[Saved entries]
○ ○ ○ ○ ○
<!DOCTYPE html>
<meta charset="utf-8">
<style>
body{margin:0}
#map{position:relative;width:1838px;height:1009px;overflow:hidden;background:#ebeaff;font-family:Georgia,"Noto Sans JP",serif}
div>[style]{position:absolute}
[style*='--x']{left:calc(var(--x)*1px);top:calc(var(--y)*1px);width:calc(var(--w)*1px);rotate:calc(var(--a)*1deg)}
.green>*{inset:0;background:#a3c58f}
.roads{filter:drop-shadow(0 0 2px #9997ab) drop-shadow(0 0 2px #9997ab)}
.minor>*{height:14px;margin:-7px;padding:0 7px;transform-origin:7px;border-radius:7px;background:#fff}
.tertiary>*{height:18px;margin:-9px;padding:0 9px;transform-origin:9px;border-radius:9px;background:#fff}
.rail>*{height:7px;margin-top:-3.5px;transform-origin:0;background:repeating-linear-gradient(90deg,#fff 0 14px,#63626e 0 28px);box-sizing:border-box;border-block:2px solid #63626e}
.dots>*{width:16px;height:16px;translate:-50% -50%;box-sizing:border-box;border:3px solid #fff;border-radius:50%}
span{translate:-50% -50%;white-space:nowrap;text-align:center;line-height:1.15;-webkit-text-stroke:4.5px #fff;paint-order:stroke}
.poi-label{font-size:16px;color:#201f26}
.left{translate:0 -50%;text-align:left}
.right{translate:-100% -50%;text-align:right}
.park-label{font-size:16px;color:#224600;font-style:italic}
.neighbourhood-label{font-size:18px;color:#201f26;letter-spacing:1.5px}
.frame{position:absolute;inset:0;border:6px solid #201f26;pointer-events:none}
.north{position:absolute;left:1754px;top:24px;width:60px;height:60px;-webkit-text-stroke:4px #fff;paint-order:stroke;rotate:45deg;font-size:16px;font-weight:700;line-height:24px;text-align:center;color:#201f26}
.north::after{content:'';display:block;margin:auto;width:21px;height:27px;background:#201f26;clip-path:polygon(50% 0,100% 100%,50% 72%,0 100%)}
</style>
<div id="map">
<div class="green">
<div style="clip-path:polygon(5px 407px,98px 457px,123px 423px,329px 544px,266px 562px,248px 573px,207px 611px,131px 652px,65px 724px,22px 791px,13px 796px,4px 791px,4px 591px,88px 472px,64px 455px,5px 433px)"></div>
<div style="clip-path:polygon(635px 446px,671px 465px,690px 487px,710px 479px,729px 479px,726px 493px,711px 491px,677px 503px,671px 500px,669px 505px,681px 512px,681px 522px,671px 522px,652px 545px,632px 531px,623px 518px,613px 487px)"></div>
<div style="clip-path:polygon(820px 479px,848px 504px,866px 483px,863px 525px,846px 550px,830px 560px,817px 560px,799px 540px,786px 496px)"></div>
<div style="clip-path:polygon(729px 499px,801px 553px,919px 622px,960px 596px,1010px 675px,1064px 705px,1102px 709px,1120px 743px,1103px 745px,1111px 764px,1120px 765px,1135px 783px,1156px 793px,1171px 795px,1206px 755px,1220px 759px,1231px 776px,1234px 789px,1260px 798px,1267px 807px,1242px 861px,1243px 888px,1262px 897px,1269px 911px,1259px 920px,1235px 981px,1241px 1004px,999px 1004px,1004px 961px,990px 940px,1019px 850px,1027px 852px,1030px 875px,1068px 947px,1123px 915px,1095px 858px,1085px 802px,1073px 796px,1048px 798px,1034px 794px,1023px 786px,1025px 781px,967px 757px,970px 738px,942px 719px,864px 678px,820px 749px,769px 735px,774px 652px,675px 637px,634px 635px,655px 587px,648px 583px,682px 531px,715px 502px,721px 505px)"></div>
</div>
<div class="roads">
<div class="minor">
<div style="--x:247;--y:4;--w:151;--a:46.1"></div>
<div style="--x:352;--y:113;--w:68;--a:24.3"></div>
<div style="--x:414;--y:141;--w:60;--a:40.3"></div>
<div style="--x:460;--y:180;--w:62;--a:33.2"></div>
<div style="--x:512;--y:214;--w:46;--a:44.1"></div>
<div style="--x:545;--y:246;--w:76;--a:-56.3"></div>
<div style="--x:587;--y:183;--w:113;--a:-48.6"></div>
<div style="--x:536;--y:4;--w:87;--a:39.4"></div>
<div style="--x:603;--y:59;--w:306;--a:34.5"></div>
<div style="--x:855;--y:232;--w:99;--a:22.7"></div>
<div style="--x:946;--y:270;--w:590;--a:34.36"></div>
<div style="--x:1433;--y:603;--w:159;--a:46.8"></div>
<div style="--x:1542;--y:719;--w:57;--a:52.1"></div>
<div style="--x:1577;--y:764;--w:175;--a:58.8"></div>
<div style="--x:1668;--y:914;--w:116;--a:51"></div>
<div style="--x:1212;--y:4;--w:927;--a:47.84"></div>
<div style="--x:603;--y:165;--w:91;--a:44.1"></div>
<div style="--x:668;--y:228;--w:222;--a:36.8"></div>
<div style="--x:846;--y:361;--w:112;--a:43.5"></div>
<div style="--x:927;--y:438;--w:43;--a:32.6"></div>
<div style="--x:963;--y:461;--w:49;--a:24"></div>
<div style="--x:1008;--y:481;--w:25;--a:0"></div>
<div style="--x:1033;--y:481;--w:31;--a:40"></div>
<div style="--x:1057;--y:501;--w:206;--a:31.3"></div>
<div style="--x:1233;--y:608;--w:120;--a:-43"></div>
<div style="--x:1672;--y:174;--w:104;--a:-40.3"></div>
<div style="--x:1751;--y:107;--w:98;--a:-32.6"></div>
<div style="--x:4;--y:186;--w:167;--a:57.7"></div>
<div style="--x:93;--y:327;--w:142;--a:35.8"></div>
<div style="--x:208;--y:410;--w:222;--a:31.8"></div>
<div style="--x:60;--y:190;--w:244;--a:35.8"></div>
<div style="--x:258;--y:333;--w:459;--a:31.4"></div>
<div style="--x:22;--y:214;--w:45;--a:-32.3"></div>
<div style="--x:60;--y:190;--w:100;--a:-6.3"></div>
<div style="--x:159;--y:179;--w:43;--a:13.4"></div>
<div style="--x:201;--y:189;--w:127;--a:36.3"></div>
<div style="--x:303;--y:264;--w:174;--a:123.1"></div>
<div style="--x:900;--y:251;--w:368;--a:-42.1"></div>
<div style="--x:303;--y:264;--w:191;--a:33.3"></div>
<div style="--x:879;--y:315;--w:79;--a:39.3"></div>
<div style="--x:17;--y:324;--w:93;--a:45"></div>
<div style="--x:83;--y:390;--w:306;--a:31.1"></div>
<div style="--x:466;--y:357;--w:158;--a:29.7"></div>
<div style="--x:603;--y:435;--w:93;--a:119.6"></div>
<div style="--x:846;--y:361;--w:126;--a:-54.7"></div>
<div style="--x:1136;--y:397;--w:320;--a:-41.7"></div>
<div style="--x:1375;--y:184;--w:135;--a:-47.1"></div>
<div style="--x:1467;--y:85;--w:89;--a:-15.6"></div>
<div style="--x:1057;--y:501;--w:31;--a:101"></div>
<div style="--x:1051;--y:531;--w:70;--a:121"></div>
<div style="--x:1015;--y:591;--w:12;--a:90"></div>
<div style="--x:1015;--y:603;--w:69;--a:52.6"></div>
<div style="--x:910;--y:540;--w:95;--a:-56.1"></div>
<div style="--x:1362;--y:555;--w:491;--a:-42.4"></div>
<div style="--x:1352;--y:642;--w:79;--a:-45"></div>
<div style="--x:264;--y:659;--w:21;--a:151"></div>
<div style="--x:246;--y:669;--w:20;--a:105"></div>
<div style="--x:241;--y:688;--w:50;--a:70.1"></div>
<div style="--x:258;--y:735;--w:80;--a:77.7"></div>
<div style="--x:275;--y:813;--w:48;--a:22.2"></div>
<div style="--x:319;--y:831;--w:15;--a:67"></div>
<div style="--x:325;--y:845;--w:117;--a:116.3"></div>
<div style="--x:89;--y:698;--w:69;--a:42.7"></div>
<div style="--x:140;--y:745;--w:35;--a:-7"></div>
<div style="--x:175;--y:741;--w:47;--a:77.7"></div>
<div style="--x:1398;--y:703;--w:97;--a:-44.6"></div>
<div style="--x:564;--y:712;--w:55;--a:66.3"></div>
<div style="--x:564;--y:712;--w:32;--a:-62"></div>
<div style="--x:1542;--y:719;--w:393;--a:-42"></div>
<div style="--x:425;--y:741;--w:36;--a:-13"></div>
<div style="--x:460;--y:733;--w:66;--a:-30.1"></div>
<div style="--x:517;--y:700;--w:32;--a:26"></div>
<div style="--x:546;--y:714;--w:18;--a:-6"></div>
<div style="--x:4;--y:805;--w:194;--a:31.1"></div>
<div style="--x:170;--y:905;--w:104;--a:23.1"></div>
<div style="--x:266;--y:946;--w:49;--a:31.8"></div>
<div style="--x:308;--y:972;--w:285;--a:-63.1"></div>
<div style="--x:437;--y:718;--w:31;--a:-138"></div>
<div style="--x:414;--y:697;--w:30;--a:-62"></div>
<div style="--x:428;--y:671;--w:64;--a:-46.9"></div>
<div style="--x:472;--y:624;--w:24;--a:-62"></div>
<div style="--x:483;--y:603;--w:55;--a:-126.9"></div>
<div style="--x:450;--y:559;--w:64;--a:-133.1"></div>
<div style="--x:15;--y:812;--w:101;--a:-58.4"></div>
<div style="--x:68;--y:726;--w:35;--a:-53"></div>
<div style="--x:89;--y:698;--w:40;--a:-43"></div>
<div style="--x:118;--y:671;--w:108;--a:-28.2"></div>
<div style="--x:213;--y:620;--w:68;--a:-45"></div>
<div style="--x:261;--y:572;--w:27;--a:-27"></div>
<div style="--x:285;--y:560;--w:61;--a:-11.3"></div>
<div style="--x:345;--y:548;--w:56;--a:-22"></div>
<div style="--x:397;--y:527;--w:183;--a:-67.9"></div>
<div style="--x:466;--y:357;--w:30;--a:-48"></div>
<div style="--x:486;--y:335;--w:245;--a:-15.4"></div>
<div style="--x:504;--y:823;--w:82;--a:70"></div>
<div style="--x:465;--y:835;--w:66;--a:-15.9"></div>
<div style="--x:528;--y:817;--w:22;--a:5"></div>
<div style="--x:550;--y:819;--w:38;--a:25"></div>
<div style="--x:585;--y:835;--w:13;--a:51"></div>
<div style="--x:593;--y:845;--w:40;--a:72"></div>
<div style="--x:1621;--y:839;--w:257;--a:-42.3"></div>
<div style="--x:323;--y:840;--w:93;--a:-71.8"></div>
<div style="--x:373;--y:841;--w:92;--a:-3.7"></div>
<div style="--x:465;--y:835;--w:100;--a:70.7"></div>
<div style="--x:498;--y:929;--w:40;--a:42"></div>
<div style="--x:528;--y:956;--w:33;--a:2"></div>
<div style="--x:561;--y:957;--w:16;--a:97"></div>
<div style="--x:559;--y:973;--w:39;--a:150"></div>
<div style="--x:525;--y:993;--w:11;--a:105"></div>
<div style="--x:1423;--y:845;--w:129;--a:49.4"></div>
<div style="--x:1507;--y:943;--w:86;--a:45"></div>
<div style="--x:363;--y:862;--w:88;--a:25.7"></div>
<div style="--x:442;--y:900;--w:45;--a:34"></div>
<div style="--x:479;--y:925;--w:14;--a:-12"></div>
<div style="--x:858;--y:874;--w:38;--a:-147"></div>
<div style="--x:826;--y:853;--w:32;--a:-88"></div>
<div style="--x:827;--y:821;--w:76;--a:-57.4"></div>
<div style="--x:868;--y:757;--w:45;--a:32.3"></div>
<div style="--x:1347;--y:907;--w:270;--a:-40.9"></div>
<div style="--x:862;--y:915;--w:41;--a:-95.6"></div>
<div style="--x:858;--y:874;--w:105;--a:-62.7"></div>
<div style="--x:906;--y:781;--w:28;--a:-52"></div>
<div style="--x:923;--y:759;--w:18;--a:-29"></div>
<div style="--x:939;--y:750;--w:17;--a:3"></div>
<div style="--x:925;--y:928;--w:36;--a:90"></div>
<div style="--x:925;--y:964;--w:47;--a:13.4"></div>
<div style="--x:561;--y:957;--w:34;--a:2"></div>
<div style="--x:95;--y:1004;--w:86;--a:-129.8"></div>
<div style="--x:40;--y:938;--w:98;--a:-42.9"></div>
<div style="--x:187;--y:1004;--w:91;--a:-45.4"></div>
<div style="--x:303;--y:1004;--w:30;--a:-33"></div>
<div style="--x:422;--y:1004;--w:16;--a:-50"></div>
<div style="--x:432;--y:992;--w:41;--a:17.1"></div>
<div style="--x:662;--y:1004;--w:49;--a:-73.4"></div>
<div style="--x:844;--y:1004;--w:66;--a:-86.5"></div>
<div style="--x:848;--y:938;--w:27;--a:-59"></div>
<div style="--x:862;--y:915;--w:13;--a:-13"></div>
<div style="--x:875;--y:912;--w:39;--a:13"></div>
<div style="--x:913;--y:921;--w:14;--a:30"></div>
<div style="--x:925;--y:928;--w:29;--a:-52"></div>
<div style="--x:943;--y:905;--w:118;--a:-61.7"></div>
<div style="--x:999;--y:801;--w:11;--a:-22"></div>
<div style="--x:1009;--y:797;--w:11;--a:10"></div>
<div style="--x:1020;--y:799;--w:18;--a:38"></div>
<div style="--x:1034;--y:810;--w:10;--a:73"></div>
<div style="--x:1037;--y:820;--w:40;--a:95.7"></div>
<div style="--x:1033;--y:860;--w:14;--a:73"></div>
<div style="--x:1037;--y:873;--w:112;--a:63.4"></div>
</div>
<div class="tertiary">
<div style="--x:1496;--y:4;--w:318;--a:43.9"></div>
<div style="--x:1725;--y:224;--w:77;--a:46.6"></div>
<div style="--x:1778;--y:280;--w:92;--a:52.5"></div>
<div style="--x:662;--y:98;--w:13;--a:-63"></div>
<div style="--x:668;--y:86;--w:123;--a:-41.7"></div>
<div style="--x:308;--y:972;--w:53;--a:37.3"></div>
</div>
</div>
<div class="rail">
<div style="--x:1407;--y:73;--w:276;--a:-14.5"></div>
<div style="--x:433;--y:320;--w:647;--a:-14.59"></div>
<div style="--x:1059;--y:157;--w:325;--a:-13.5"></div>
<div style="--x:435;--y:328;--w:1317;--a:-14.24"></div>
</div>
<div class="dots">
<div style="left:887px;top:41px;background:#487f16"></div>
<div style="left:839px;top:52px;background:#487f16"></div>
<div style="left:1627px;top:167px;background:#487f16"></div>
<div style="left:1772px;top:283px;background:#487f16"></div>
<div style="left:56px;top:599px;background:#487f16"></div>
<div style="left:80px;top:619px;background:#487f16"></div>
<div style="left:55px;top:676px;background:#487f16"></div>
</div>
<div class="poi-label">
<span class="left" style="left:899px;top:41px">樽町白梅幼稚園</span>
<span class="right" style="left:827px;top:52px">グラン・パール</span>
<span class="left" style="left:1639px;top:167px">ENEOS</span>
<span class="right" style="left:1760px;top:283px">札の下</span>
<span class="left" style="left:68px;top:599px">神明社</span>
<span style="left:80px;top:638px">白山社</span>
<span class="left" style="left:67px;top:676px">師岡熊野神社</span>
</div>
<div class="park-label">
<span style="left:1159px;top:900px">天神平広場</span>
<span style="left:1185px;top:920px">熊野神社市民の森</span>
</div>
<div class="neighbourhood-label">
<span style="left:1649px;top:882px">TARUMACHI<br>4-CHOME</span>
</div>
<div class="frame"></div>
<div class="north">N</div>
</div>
○ ○ ○ ○ ○
Report each line in the entries where the string "roads" occurs.

.roads{filter:drop-shadow(0 0 2px #9997ab) drop-shadow(0 0 2px #9997ab)}
<div class="roads">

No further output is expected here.